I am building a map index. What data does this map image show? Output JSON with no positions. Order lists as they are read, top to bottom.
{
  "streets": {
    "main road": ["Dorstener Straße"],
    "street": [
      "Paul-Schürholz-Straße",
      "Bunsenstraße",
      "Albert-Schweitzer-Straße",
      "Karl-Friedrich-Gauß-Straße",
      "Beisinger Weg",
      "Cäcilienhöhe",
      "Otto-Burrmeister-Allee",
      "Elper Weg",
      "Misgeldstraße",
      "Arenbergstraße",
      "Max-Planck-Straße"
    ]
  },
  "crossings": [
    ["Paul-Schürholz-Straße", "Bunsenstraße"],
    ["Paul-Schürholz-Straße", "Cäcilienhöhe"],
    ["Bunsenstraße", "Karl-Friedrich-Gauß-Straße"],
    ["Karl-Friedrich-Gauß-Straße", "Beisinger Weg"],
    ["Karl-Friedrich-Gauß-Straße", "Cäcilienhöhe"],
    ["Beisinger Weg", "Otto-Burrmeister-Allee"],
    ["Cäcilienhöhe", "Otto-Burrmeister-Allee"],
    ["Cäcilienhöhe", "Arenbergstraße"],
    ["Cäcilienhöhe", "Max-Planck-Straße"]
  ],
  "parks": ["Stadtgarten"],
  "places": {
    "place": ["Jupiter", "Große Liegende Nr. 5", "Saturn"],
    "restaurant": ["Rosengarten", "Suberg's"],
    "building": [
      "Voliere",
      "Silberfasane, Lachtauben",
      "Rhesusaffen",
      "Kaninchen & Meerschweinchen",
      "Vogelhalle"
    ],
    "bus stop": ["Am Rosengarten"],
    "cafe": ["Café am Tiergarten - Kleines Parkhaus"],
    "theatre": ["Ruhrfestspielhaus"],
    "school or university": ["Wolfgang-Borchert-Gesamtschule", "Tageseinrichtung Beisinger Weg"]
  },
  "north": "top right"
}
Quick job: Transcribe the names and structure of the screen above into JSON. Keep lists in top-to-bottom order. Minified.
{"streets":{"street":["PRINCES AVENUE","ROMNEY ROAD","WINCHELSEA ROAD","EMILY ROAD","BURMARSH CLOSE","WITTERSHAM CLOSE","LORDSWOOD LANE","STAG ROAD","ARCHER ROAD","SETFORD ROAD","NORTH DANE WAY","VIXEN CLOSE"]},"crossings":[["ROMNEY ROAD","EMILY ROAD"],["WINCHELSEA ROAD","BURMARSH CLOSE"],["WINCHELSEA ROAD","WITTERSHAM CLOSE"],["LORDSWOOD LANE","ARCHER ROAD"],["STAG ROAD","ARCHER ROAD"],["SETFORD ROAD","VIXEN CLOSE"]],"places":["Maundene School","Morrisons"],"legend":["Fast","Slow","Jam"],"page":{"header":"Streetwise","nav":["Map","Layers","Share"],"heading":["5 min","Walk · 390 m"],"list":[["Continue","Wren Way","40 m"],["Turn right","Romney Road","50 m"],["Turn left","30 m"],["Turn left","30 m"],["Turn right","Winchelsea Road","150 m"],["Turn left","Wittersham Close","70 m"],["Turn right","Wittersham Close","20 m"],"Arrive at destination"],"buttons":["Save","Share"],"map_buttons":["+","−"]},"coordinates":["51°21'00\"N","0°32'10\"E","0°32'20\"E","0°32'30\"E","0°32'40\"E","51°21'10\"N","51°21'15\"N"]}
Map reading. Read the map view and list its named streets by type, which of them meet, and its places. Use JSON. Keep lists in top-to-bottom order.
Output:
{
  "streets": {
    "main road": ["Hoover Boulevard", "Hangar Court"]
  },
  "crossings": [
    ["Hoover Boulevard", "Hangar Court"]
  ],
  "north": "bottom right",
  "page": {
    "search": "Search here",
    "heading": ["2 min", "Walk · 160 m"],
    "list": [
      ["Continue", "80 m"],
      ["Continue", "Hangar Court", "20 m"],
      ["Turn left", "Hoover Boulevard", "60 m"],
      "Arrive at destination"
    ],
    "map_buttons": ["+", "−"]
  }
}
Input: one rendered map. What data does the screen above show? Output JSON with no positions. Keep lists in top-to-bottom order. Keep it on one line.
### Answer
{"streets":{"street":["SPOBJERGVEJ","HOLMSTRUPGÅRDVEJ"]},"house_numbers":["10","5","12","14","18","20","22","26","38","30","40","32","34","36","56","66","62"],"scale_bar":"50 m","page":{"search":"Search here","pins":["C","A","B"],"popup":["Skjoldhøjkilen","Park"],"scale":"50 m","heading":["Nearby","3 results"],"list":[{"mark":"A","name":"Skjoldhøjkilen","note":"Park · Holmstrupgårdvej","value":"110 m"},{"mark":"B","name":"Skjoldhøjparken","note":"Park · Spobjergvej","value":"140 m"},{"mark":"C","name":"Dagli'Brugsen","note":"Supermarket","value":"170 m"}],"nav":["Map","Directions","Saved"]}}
......
Copy down the material above exactly as it is.

= Answer to this task =
I am building a map index. What data does this map image show? Output JSON with no positions. Order lists as they are read, top to bottom.
{
  "streets": {
    "main road": ["Dorstener Straße"],
    "street": [
      "Paul-Schürholz-Straße",
      "Bunsenstraße",
      "Albert-Schweitzer-Straße",
      "Karl-Friedrich-Gauß-Straße",
      "Beisinger Weg",
      "Cäcilienhöhe",
      "Otto-Burrmeister-Allee",
      "Elper Weg",
      "Misgeldstraße",
      "Arenbergstraße",
      "Max-Planck-Straße"
    ]
  },
  "crossings": [
    ["Paul-Schürholz-Straße", "Bunsenstraße"],
    ["Paul-Schürholz-Straße", "Cäcilienhöhe"],
    ["Bunsenstraße", "Karl-Friedrich-Gauß-Straße"],
    ["Karl-Friedrich-Gauß-Straße", "Beisinger Weg"],
    ["Karl-Friedrich-Gauß-Straße", "Cäcilienhöhe"],
    ["Beisinger Weg", "Otto-Burrmeister-Allee"],
    ["Cäcilienhöhe", "Otto-Burrmeister-Allee"],
    ["Cäcilienhöhe", "Arenbergstraße"],
    ["Cäcilienhöhe", "Max-Planck-Straße"]
  ],
  "parks": ["Stadtgarten"],
  "places": {
    "place": ["Jupiter", "Große Liegende Nr. 5", "Saturn"],
    "restaurant": ["Rosengarten", "Suberg's"],
    "building": [
      "Voliere",
      "Silberfasane, Lachtauben",
      "Rhesusaffen",
      "Kaninchen & Meerschweinchen",
      "Vogelhalle"
    ],
    "bus stop": ["Am Rosengarten"],
    "cafe": ["Café am Tiergarten - Kleines Parkhaus"],
    "theatre": ["Ruhrfestspielhaus"],
    "school or university": ["Wolfgang-Borchert-Gesamtschule", "Tageseinrichtung Beisinger Weg"]
  },
  "north": "top right"
}
Quick job: Transcribe the names and structure of the screen above into JSON. Keep lists in top-to-bottom order. Minified.
{"streets":{"street":["PRINCES AVENUE","ROMNEY ROAD","WINCHELSEA ROAD","EMILY ROAD","BURMARSH CLOSE","WITTERSHAM CLOSE","LORDSWOOD LANE","STAG ROAD","ARCHER ROAD","SETFORD ROAD","NORTH DANE WAY","VIXEN CLOSE"]},"crossings":[["ROMNEY ROAD","EMILY ROAD"],["WINCHELSEA ROAD","BURMARSH CLOSE"],["WINCHELSEA ROAD","WITTERSHAM CLOSE"],["LORDSWOOD LANE","ARCHER ROAD"],["STAG ROAD","ARCHER ROAD"],["SETFORD ROAD","VIXEN CLOSE"]],"places":["Maundene School","Morrisons"],"legend":["Fast","Slow","Jam"],"page":{"header":"Streetwise","nav":["Map","Layers","Share"],"heading":["5 min","Walk · 390 m"],"list":[["Continue","Wren Way","40 m"],["Turn right","Romney Road","50 m"],["Turn left","30 m"],["Turn left","30 m"],["Turn right","Winchelsea Road","150 m"],["Turn left","Wittersham Close","70 m"],["Turn right","Wittersham Close","20 m"],"Arrive at destination"],"buttons":["Save","Share"],"map_buttons":["+","−"]},"coordinates":["51°21'00\"N","0°32'10\"E","0°32'20\"E","0°32'30\"E","0°32'40\"E","51°21'10\"N","51°21'15\"N"]}
Map reading. Read the map view and list its named streets by type, which of them meet, and its places. Use JSON. Keep lists in top-to-bottom order.
Output:
{
  "streets": {
    "main road": ["Hoover Boulevard", "Hangar Court"]
  },
  "crossings": [
    ["Hoover Boulevard", "Hangar Court"]
  ],
  "north": "bottom right",
  "page": {
    "search": "Search here",
    "heading": ["2 min", "Walk · 160 m"],
    "list": [
      ["Continue", "80 m"],
      ["Continue", "Hangar Court", "20 m"],
      ["Turn left", "Hoover Boulevard", "60 m"],
      "Arrive at destination"
    ],
    "map_buttons": ["+", "−"]
  }
}
Input: one rendered map. What data does the screen above show? Output JSON with no positions. Keep lists in top-to-bottom order. Keep it on one line.
### Answer
{"streets":{"street":["SPOBJERGVEJ","HOLMSTRUPGÅRDVEJ"]},"house_numbers":["10","5","12","14","18","20","22","26","38","30","40","32","34","36","56","66","62"],"scale_bar":"50 m","page":{"search":"Search here","pins":["C","A","B"],"popup":["Skjoldhøjkilen","Park"],"scale":"50 m","heading":["Nearby","3 results"],"list":[{"mark":"A","name":"Skjoldhøjkilen","note":"Park · Holmstrupgårdvej","value":"110 m"},{"mark":"B","name":"Skjoldhøjparken","note":"Park · Spobjergvej","value":"140 m"},{"mark":"C","name":"Dagli'Brugsen","note":"Supermarket","value":"170 m"}],"nav":["Map","Directions","Saved"]}}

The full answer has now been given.